Exercise: Retype each entry below exactly. Do not carry any image over.

The records:
——————————

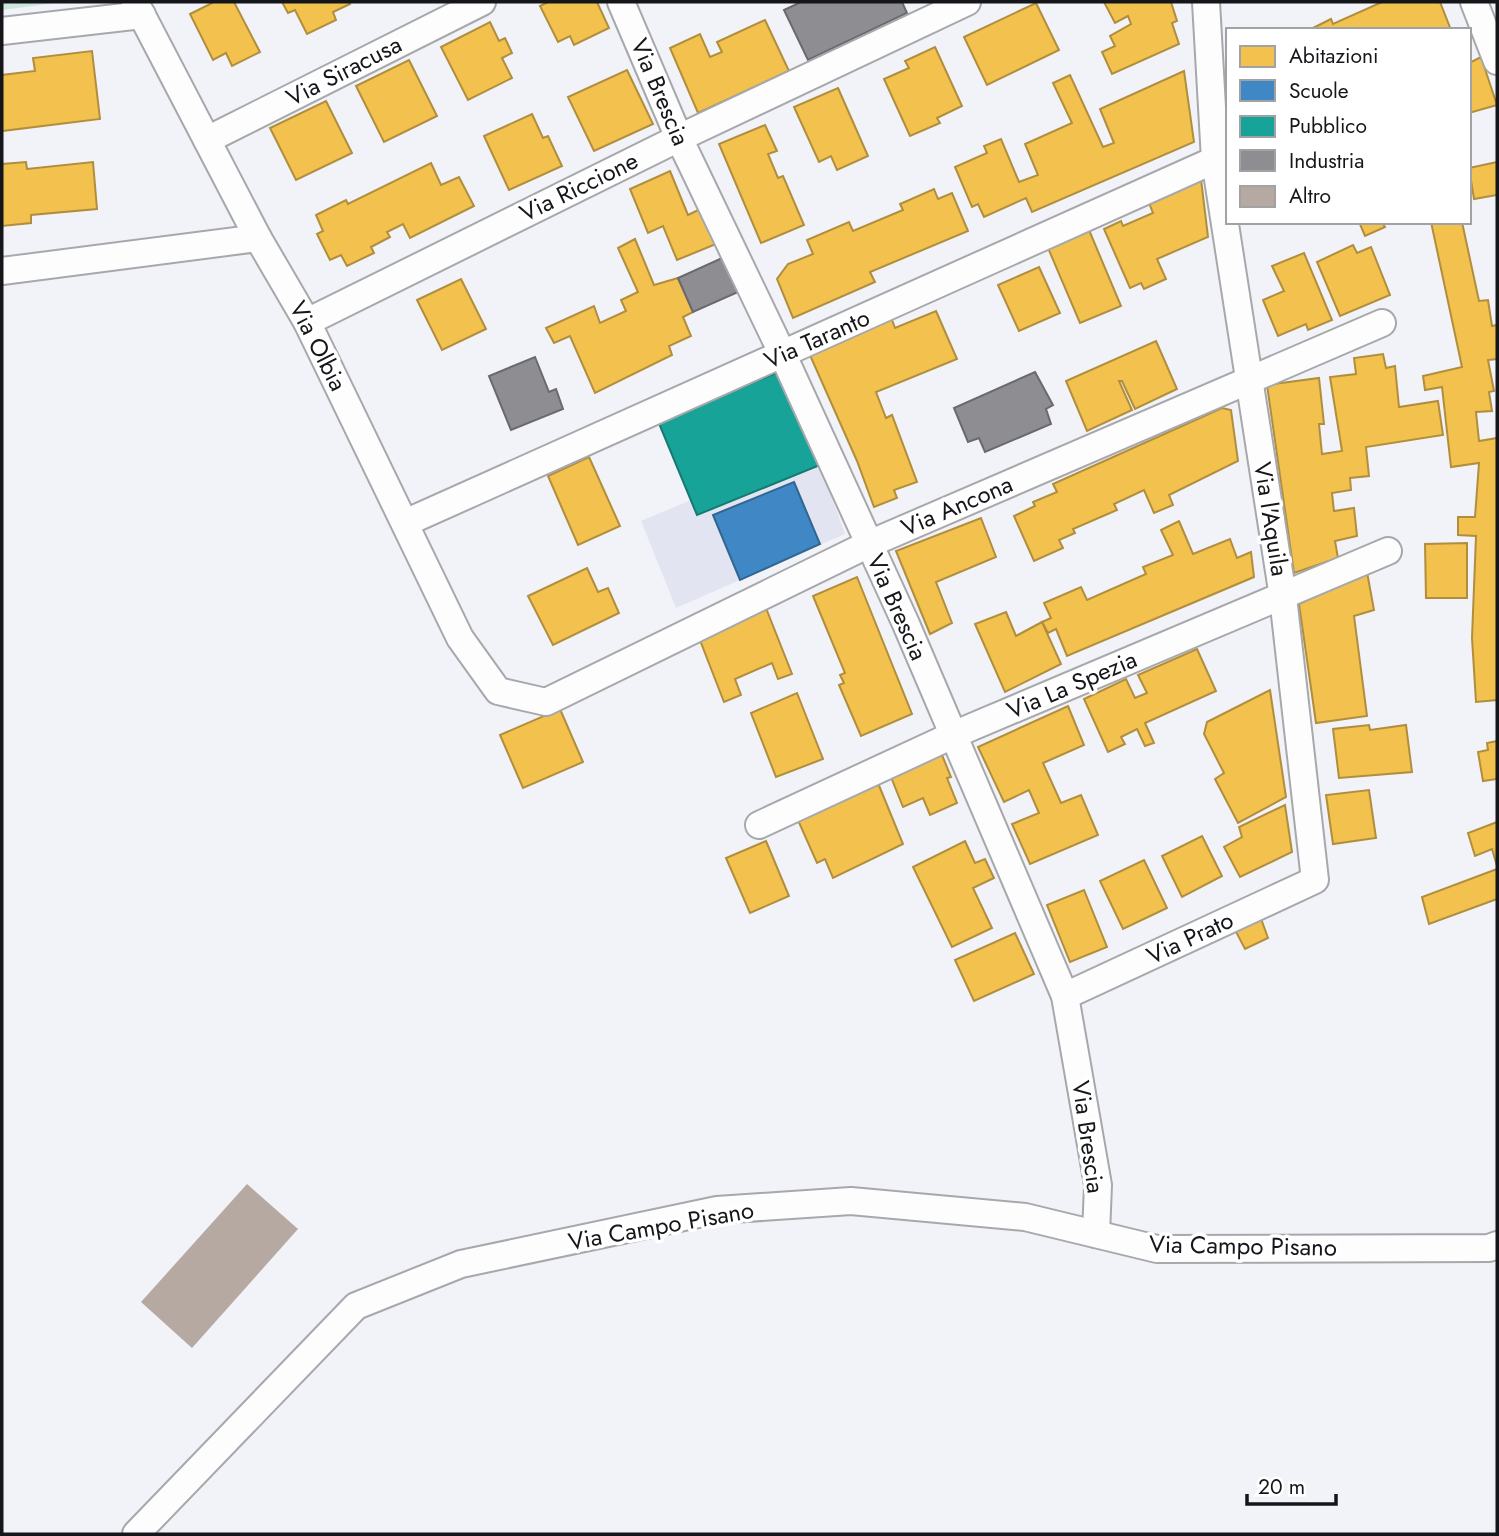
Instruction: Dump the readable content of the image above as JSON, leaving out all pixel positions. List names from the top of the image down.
{
  "streets": {
    "street": [
      "Via Siracusa",
      "Via Brescia",
      "Via Riccione",
      "Via Taranto",
      "Via Olbia",
      "Via Ancona",
      "Via l'Aquila",
      "Via La Spezia",
      "Via Prato",
      "Via Campo Pisano"
    ]
  },
  "crossings": [
    ["Via Siracusa", "Via Olbia"],
    ["Via Brescia", "Via Riccione"],
    ["Via Brescia", "Via Taranto"],
    ["Via Brescia", "Via Ancona"],
    ["Via Brescia", "Via La Spezia"],
    ["Via Brescia", "Via Prato"],
    ["Via Brescia", "Via Campo Pisano"],
    ["Via Riccione", "Via Olbia"],
    ["Via Taranto", "Via Olbia"],
    ["Via Taranto", "Via l'Aquila"],
    ["Via Olbia", "Via Ancona"],
    ["Via Ancona", "Via l'Aquila"],
    ["Via l'Aquila", "Via La Spezia"],
    ["Via l'Aquila", "Via Prato"]
  ],
  "legend": [
    "Abitazioni",
    "Scuole",
    "Pubblico",
    "Industria",
    "Altro"
  ],
  "scale_bar": "20 m"
}
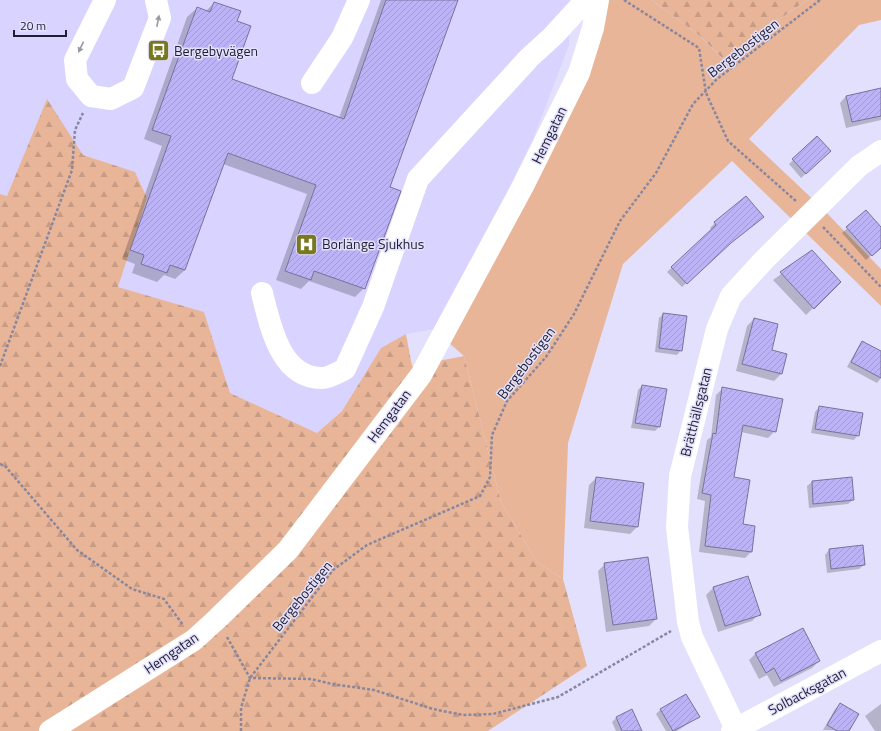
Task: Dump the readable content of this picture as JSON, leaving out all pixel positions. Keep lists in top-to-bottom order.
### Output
{
  "streets": {
    "street": ["Hemgatan", "Brätthällsgatan", "Solbacksgatan"],
    "path": ["Bergebostigen"]
  },
  "crossings": [
    ["Brätthällsgatan", "Solbacksgatan"]
  ],
  "places": {
    "bus stop": ["Bergebyvägen"],
    "hospital": ["Borlänge Sjukhus"]
  },
  "scale_bar": "20 m"
}
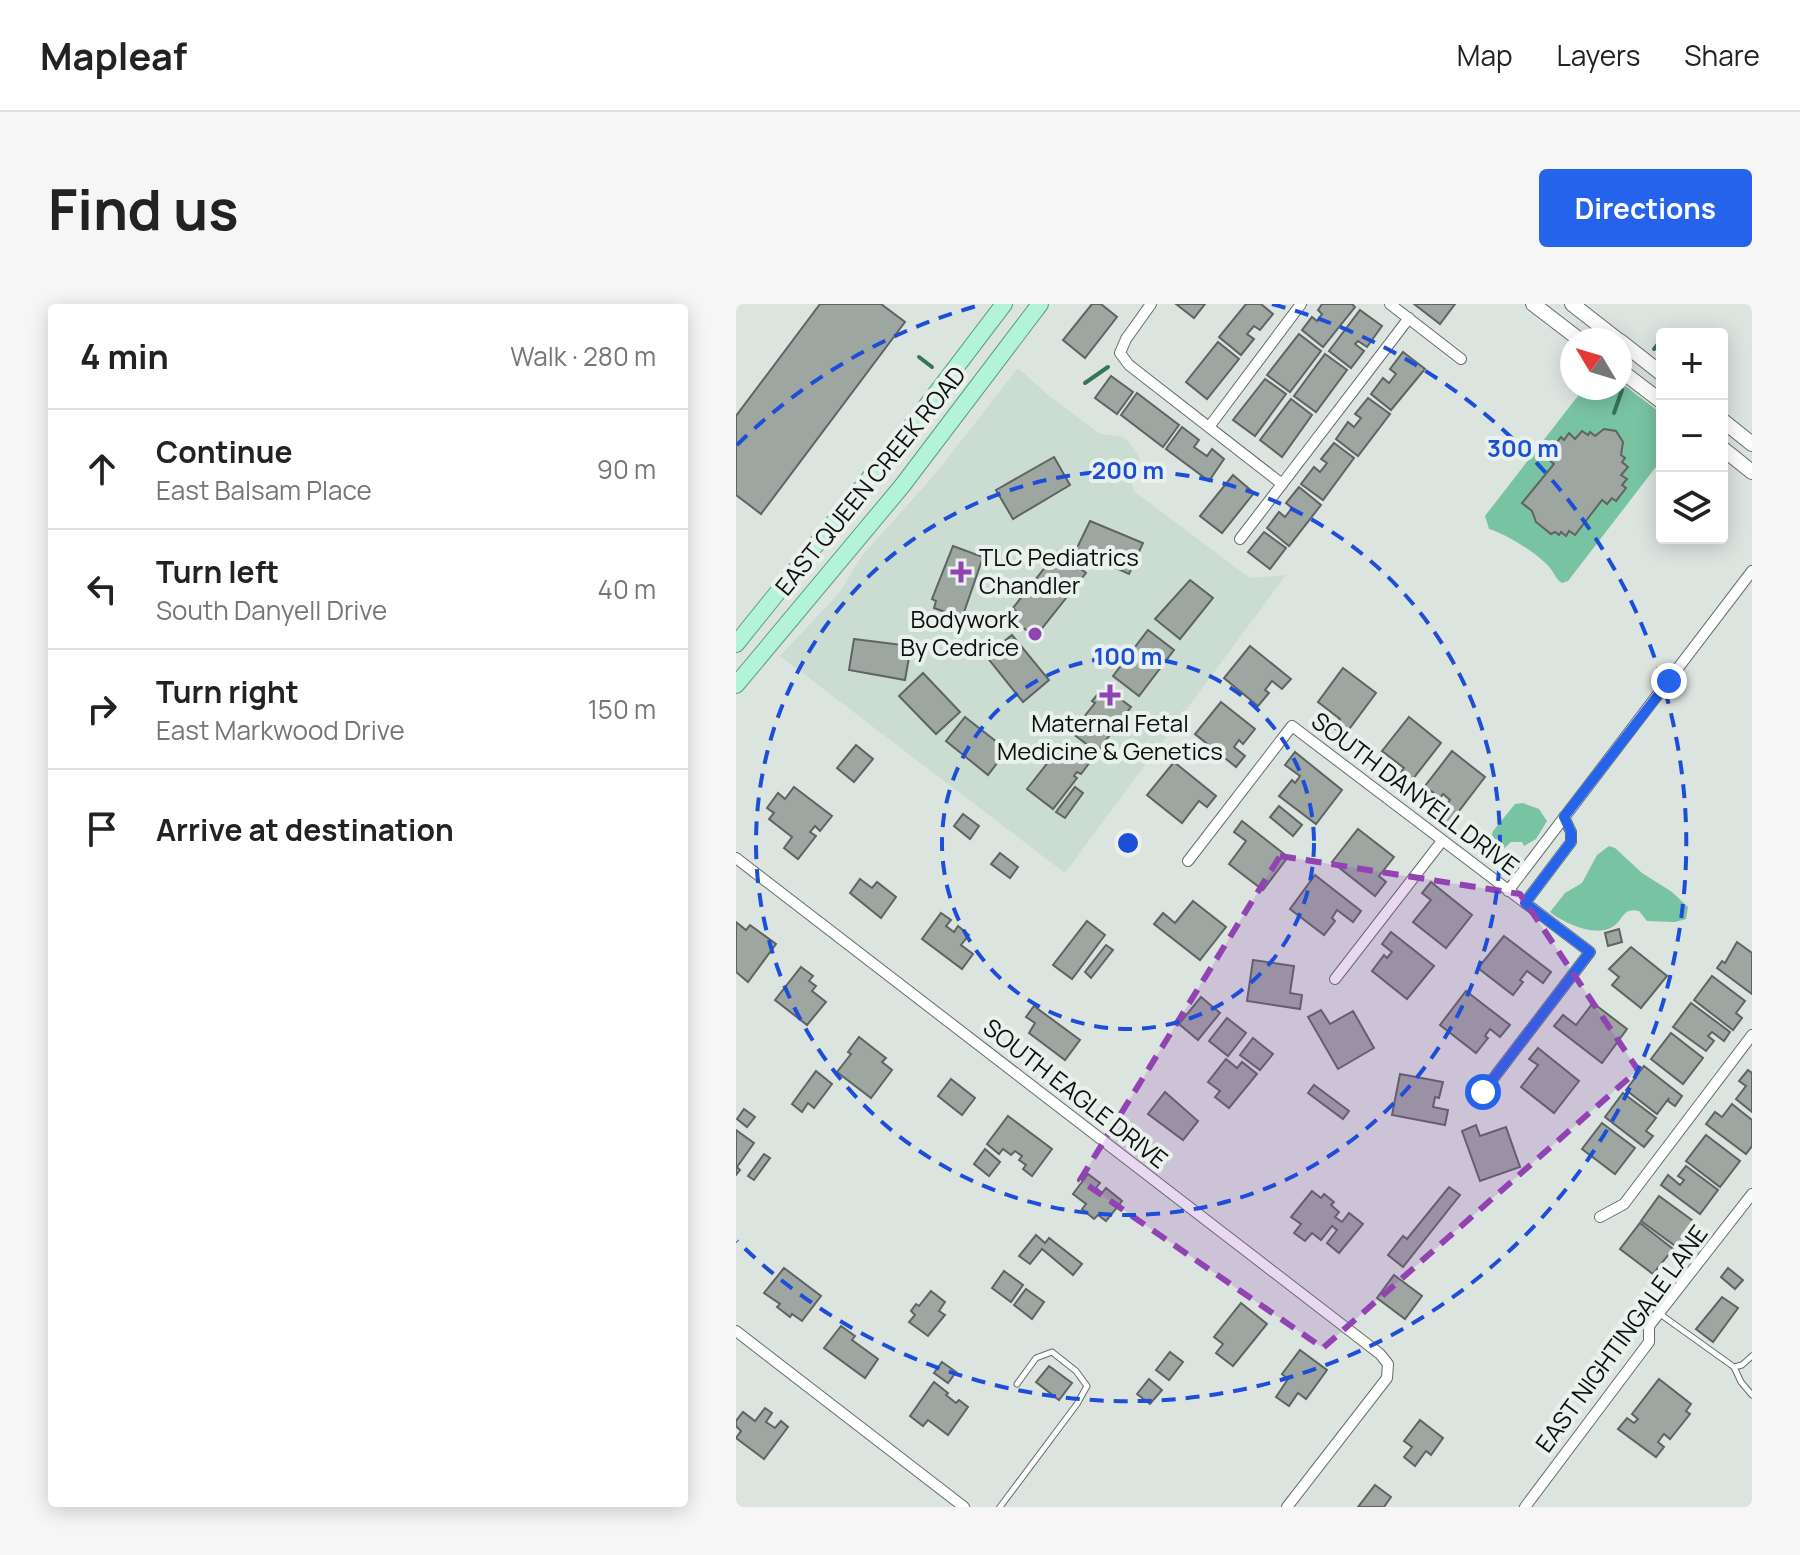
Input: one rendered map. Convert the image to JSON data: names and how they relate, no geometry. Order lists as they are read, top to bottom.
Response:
{
  "streets": {
    "main road": ["EAST QUEEN CREEK ROAD"],
    "street": ["SOUTH DANYELL DRIVE", "SOUTH EAGLE DRIVE", "EAST NIGHTINGALE LANE"]
  },
  "places": {
    "health": ["TLC Pediatrics Chandler", "Maternal Fetal Medicine & Genetics"],
    "other": ["Bodywork By Cedrice"]
  },
  "north": "top left",
  "page": {
    "header": "Mapleaf",
    "nav": ["Map", "Layers", "Share"],
    "buttons": "Directions",
    "title": "Find us",
    "heading": ["4 min", "Walk · 280 m"],
    "map_buttons": ["+", "−"],
    "list": [
      ["Continue", "East Balsam Place", "90 m"],
      ["Turn left", "South Danyell Drive", "40 m"],
      ["Turn right", "East Markwood Drive", "150 m"],
      "Arrive at destination"
    ]
  },
  "rings": ["300 m", "200 m", "100 m"]
}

——————————

Your response:
Instruction: Dump the readable content of the image above as JSON, leaving out all pixel positions. List names from the top of the image down.
{
  "streets": {
    "street": [
      "Via Siracusa",
      "Via Brescia",
      "Via Riccione",
      "Via Taranto",
      "Via Olbia",
      "Via Ancona",
      "Via l'Aquila",
      "Via La Spezia",
      "Via Prato",
      "Via Campo Pisano"
    ]
  },
  "crossings": [
    ["Via Siracusa", "Via Olbia"],
    ["Via Brescia", "Via Riccione"],
    ["Via Brescia", "Via Taranto"],
    ["Via Brescia", "Via Ancona"],
    ["Via Brescia", "Via La Spezia"],
    ["Via Brescia", "Via Prato"],
    ["Via Brescia", "Via Campo Pisano"],
    ["Via Riccione", "Via Olbia"],
    ["Via Taranto", "Via Olbia"],
    ["Via Taranto", "Via l'Aquila"],
    ["Via Olbia", "Via Ancona"],
    ["Via Ancona", "Via l'Aquila"],
    ["Via l'Aquila", "Via La Spezia"],
    ["Via l'Aquila", "Via Prato"]
  ],
  "legend": [
    "Abitazioni",
    "Scuole",
    "Pubblico",
    "Industria",
    "Altro"
  ],
  "scale_bar": "20 m"
}
Task: Dump the readable content of this picture as JSON, leaving out all pixel positions. Keep lists in top-to-bottom order.
### Output
{
  "streets": {
    "street": ["Hemgatan", "Brätthällsgatan", "Solbacksgatan"],
    "path": ["Bergebostigen"]
  },
  "crossings": [
    ["Brätthällsgatan", "Solbacksgatan"]
  ],
  "places": {
    "bus stop": ["Bergebyvägen"],
    "hospital": ["Borlänge Sjukhus"]
  },
  "scale_bar": "20 m"
}
Input: one rendered map. Convert the image to JSON data: names and how they relate, no geometry. Order lists as they are read, top to bottom.
Response:
{
  "streets": {
    "main road": ["EAST QUEEN CREEK ROAD"],
    "street": ["SOUTH DANYELL DRIVE", "SOUTH EAGLE DRIVE", "EAST NIGHTINGALE LANE"]
  },
  "places": {
    "health": ["TLC Pediatrics Chandler", "Maternal Fetal Medicine & Genetics"],
    "other": ["Bodywork By Cedrice"]
  },
  "north": "top left",
  "page": {
    "header": "Mapleaf",
    "nav": ["Map", "Layers", "Share"],
    "buttons": "Directions",
    "title": "Find us",
    "heading": ["4 min", "Walk · 280 m"],
    "map_buttons": ["+", "−"],
    "list": [
      ["Continue", "East Balsam Place", "90 m"],
      ["Turn left", "South Danyell Drive", "40 m"],
      ["Turn right", "East Markwood Drive", "150 m"],
      "Arrive at destination"
    ]
  },
  "rings": ["300 m", "200 m", "100 m"]
}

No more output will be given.